Wednesday, 1. 8. 2012

A new resident at ljubljana zoo

On 31 July 2012, Ljubljana Zoo welcomed a female red panda.

The female arrived from Salzburg Zoo, and immediately upon arrival she was released into her enclosure, which stands opposite the elephant house and close to the Persian leopards. Her enclosure is part of a natural woodland with a pond and tall trees, while places to climb and hide have also been added for the red panda.
As soon as she was released, the female began to explore her new home. First, she carefully sniffed the ground and climbed the nearest thing available, but was soon contentedly tackling bamboo leaves, which are her favourite food.
Providing bamboo is going to be a demanding task for the Zoo management. Three times a month, fresh bamboo branches will be brought from a bamboo plantation near Nova Gorica. The branches will be stored in a refrigerator as otherwise the panda will not eat them. She must receive at least 200 grams of fresh bamboo leaves a day, with supplements of special panda brickettes, chicken or eggs.

The female red panda is over a year old, and the Zoo plans to bring in a male next year.

As a species, the red panda is severely endangered in the wild. Rotterdam Zoo holds a pedigree book of all the red pandas in European zoos and uses it to recommend which pandas should mate, to avoid breeding between individuals that are too closely related.

Red panda (Ailurus fulgens fulgens)

Red pandas live in high mountain bamboo forests, where rhododendron, oak, spruce, the hemlock conifer, walnut and sycamore also grow. They can inhabit areas from 1,800 to 4,800 metres from the Himalayas to southern China.

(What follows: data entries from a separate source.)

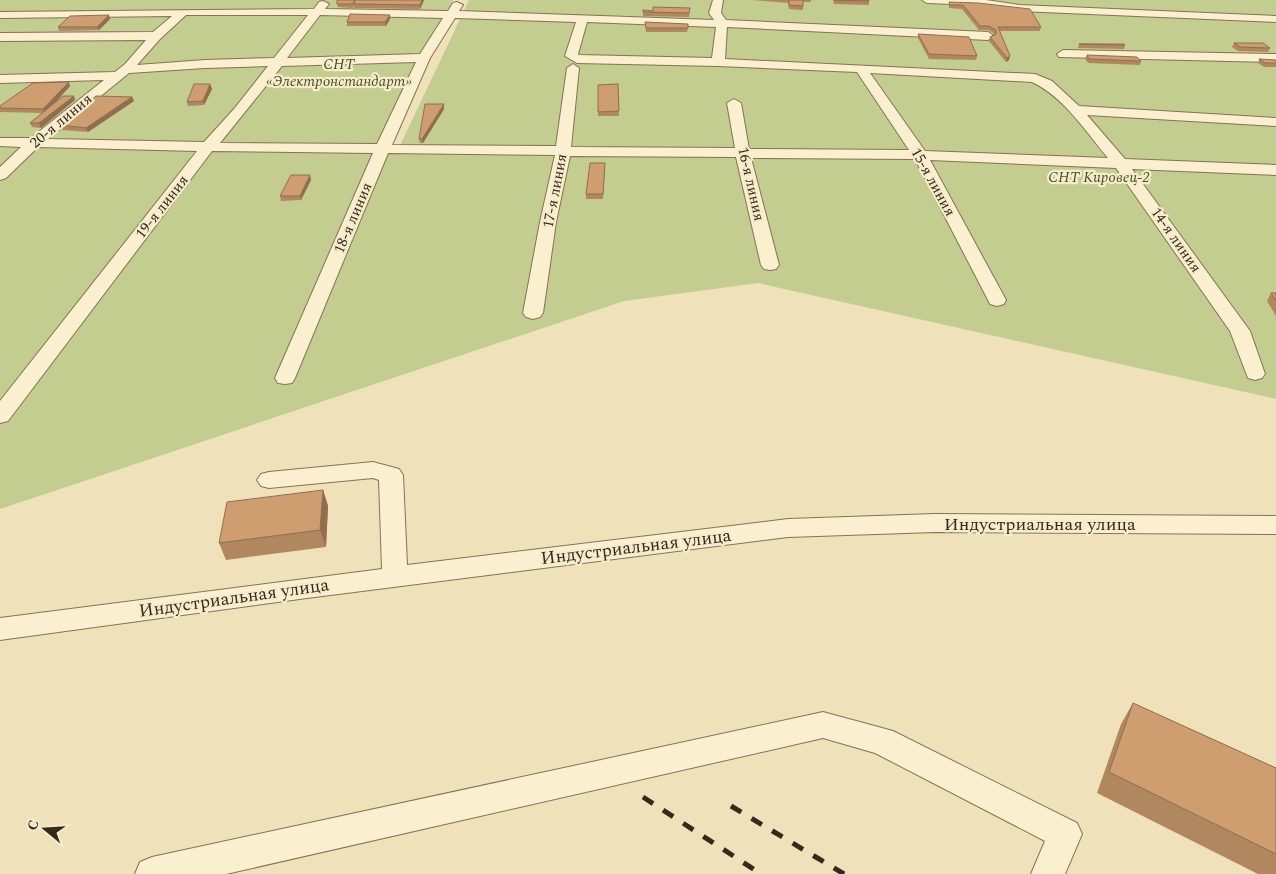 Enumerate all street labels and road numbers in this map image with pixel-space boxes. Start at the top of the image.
street label: 20-я линия [25,88,97,154]
street label: 15-я линия [905,143,961,221]
street label: 16-я линия [731,145,771,223]
street label: 17-я линия [537,152,573,230]
street label: 19-я линия [130,170,194,244]
street label: 18-я линия [328,179,378,257]
street label: 14-я линия [1145,203,1207,277]
street label: Индустриальная улица [944,511,1136,538]
street label: Индустриальная улица [539,522,733,572]
street label: Индустриальная улица [137,571,331,625]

They are classified among raccoons and bears. The red panda is a dietary specialist. Although it is a bear with a simple stomach and a short intestine, it mainly feeds on leaves and bamboo shoots. These plant foods are harder to digest, and so it eats a lot relative to its body weight in order to obtain sufficient nutrition. It also eats grass, fruit, roots, acorns and lichen and they are known to supplement their diet with young birds, eggs, small rodents, and insects on occasion.

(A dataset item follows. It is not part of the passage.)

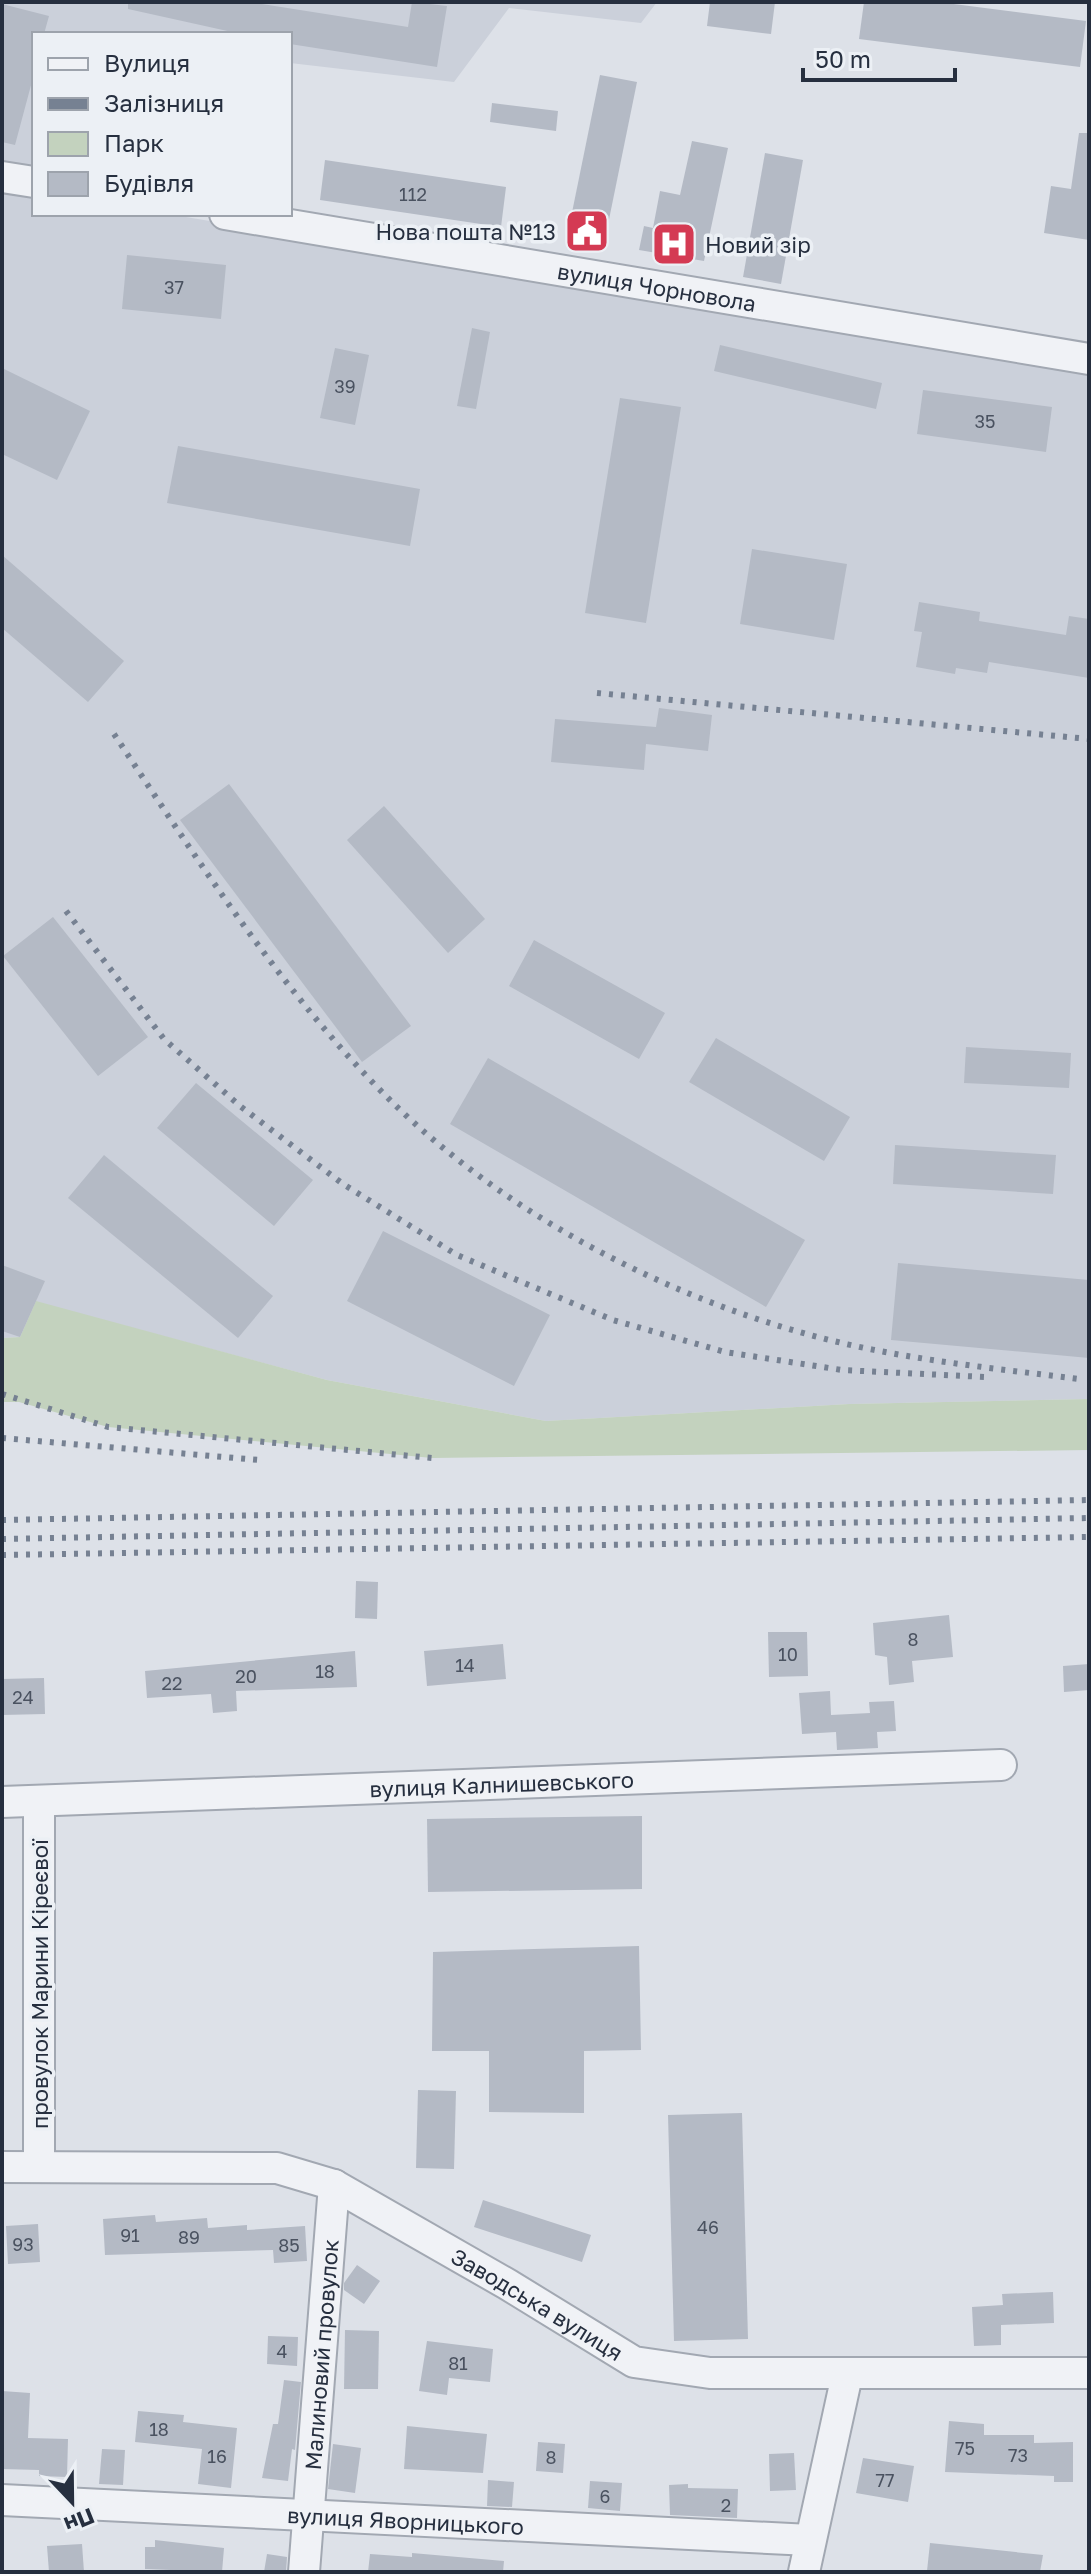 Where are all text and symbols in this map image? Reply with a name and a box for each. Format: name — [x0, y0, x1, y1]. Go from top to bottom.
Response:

They grow to 60cm in length and up to 5kg. They can live to 14 years of age.

Red pandas breed from January to March. After an incubation period of 145 days, the female gives birth to a litter of up to four babies in a hollow tree. The cubs have fur at birth, but are blind and helpless. They leave the burrow for the first time when they are three months old. The cubs become independent at around five months, and sexually mature at about 18 to 20 months.

Red pandas are mainly active at night, and are solitary and territorial animals. They mark the boundaries of their territories. They mostly sleep in trees during the day.

They have very large ears, excellent hearing, and long whiskers which they use to feel their way around at night. On their forelegs they have an additional sixth finger, formed from an extended wrist bone and which they use like a thumb as it opposes the other fingers. The thumb is used to grip food and put it into the mouth. In addition, the thumb helps them to climb tree trunks with their heads down, which only a few animals are capable of.

Predators of adult red pandas include snow leopards, while yellow-necked marten take the young. The pandas advertise their presence by a kind of snoring and purring, while breathing like cats with they are frightened.

Red pandas are endangered due to human destruction of the forests where they live but also due to poaching as people hunt them for their pelts and as domestic pets.